Fix Index hadoop failing with index.zip is not a valid DFS filename (#11316)
* * Fix bug
* * simplify class loading
* * fix example configs for integration tests
* Small classloader cleanup
Co-authored-by: jon-wei <jon.wei@imply.io>
diff --git a/indexing-hadoop/src/main/java/org/apache/druid/indexer/JobHelper.java b/indexing-hadoop/src/main/java/org/apache/druid/indexer/JobHelper.java
index c680d27..7e0ab4c 100644
--- a/indexing-hadoop/src/main/java/org/apache/druid/indexer/JobHelper.java
+++ b/indexing-hadoop/src/main/java/org/apache/druid/indexer/JobHelper.java
@@ -476,8 +476,8 @@
return new DataSegmentAndIndexZipFilePath(
finalSegment,
- tmpPath.toUri().getPath(),
- finalIndexZipFilePath.toUri().getPath()

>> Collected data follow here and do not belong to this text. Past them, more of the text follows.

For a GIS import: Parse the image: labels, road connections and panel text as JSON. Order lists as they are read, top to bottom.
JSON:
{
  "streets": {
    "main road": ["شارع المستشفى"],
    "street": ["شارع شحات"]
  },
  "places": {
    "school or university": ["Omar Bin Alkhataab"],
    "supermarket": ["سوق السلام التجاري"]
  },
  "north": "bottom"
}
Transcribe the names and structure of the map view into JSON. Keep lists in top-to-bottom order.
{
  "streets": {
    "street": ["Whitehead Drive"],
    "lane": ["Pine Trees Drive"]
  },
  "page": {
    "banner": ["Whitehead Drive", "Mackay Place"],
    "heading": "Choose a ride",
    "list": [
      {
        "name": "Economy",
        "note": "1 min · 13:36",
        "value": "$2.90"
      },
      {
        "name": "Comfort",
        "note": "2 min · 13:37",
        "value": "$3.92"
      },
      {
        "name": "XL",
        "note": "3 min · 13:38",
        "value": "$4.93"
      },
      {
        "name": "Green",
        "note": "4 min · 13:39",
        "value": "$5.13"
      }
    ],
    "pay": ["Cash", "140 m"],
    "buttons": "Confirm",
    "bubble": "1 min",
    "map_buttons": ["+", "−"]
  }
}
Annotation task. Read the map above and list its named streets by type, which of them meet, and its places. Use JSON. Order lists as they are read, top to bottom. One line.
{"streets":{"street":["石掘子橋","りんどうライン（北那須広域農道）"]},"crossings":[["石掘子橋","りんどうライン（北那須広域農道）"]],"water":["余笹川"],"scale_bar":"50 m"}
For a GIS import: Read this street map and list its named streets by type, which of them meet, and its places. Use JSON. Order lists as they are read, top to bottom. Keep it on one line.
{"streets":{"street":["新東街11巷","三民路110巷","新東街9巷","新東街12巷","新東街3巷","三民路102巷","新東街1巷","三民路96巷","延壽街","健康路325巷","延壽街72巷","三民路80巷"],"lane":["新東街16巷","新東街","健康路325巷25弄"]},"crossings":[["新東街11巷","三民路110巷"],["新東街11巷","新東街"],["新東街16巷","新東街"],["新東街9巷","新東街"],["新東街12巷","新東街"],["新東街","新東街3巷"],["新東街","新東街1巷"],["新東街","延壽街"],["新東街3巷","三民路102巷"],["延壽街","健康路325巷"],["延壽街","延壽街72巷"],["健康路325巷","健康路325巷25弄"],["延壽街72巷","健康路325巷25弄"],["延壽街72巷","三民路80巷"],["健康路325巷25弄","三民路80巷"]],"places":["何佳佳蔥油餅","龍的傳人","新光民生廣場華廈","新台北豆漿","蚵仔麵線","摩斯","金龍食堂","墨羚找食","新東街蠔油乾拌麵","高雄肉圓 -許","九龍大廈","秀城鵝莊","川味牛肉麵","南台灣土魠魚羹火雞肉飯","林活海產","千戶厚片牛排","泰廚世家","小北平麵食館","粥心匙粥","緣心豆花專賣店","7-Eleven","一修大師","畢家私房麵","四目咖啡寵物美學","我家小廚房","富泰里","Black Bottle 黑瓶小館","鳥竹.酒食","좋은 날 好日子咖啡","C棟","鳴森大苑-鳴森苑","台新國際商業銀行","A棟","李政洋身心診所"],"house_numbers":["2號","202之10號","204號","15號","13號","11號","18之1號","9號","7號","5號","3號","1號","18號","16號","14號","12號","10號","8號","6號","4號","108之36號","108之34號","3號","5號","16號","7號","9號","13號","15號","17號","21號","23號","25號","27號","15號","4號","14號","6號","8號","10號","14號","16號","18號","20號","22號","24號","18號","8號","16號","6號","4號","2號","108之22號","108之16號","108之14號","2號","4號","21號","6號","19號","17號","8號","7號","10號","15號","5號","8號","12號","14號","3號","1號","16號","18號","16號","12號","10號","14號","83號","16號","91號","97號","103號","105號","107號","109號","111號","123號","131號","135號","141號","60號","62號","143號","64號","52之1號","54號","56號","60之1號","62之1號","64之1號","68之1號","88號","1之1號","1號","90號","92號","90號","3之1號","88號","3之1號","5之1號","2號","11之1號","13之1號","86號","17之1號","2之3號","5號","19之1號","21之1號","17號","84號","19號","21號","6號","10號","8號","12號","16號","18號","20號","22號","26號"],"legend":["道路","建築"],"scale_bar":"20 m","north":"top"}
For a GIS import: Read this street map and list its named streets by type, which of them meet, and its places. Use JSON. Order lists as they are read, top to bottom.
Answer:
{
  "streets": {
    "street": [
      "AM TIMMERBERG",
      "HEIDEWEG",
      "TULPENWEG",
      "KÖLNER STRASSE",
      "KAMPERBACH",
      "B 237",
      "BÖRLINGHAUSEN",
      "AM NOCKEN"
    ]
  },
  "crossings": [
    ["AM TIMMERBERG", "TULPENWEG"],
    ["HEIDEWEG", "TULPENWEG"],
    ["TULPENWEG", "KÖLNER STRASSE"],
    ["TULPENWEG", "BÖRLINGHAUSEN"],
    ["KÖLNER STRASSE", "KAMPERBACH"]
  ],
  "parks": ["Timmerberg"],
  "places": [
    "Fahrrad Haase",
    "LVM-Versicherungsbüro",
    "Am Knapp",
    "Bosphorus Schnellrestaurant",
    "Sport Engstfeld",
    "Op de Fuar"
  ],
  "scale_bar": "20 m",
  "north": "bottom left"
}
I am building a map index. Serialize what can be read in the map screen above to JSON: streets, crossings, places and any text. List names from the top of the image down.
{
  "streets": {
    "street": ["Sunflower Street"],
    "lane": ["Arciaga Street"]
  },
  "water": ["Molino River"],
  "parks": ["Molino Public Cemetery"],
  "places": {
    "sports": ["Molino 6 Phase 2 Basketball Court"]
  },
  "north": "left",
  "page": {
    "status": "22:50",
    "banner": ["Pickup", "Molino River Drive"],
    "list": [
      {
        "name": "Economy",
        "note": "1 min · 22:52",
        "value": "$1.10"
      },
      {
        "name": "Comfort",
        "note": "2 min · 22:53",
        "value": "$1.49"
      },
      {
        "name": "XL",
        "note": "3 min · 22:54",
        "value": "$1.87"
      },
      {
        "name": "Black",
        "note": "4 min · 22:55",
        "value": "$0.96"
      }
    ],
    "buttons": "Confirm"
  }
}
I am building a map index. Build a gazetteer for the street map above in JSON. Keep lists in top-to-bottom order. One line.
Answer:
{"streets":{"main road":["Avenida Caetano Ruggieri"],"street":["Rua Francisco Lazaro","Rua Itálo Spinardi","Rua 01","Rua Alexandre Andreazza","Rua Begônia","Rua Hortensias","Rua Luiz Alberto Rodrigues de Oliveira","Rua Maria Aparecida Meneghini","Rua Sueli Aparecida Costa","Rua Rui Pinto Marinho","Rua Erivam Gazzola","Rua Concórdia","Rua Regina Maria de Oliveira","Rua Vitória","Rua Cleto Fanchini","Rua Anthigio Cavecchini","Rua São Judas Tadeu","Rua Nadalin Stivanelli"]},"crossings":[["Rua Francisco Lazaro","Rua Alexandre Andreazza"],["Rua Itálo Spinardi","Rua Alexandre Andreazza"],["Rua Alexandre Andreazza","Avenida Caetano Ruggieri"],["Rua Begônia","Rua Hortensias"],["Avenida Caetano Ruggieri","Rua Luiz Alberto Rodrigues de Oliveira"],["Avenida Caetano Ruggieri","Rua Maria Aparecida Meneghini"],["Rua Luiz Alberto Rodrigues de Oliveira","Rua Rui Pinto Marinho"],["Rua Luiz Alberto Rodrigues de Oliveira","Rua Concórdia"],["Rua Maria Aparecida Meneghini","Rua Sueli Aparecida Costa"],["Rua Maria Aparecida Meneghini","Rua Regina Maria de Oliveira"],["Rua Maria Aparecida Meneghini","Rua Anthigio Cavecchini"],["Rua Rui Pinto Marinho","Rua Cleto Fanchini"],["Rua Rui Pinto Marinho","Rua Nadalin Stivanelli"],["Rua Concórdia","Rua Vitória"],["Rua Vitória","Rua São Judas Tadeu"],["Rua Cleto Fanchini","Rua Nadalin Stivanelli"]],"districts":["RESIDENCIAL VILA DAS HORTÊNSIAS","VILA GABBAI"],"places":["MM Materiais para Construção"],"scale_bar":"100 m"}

+ tmpPath.toUri().toString(),
+ finalIndexZipFilePath.toUri().toString()
);
}
diff --git a/indexing-service/src/main/java/org/apache/druid/indexing/common/task/HadoopIndexTask.java b/indexing-service/src/main/java/org/apache/druid/indexing/common/task/HadoopIndexTask.java
index 37ffb4c..a163905 100644
--- a/indexing-service/src/main/java/org/apache/druid/indexing/common/task/HadoopIndexTask.java
+++ b/indexing-service/src/main/java/org/apache/druid/indexing/common/task/HadoopIndexTask.java
@@ -450,16 +450,11 @@
List<DataSegmentAndIndexZipFilePath> dataSegmentAndIndexZipFilePaths = buildSegmentsStatus.getDataSegmentAndIndexZipFilePaths();
if (dataSegmentAndIndexZipFilePaths != null) {
indexGeneratorJobSuccess = true;
- try {
- Thread.currentThread().setContextClassLoader(oldLoader);
- renameSegmentIndexFilesJob(
- toolbox.getJsonMapper().writeValueAsString(indexerSchema),
- toolbox.getJsonMapper().writeValueAsString(dataSegmentAndIndexZipFilePaths)
- );
- }
- finally {
- Thread.currentThread().setContextClassLoader(loader);
- }
+ renameSegmentIndexFilesJob(
+ toolbox.getJsonMapper().writeValueAsString(indexerSchema),
+ toolbox.getJsonMapper().writeValueAsString(dataSegmentAndIndexZipFilePaths)
+ );
+
ArrayList<DataSegment> segments = new ArrayList<>(dataSegmentAndIndexZipFilePaths.stream()
.map(
DataSegmentAndIndexZipFilePath::getSegment)
@@ -545,22 +540,20 @@
}
}
+ /**
+ * Must be called only when the hadoopy classloader is the current classloader
+ */
private void renameSegmentIndexFilesJob(
String hadoopIngestionSpecStr,
String dataSegmentAndIndexZipFilePathListStr
)
{
- final ClassLoader oldLoader = Thread.currentThread().getContextClassLoader();
+ final ClassLoader loader = Thread.currentThread().getContextClassLoader();
try {
- ClassLoader loader = HadoopTask.buildClassLoader(
- getHadoopDependencyCoordinates(),
- taskConfig.getDefaultHadoopCoordinates()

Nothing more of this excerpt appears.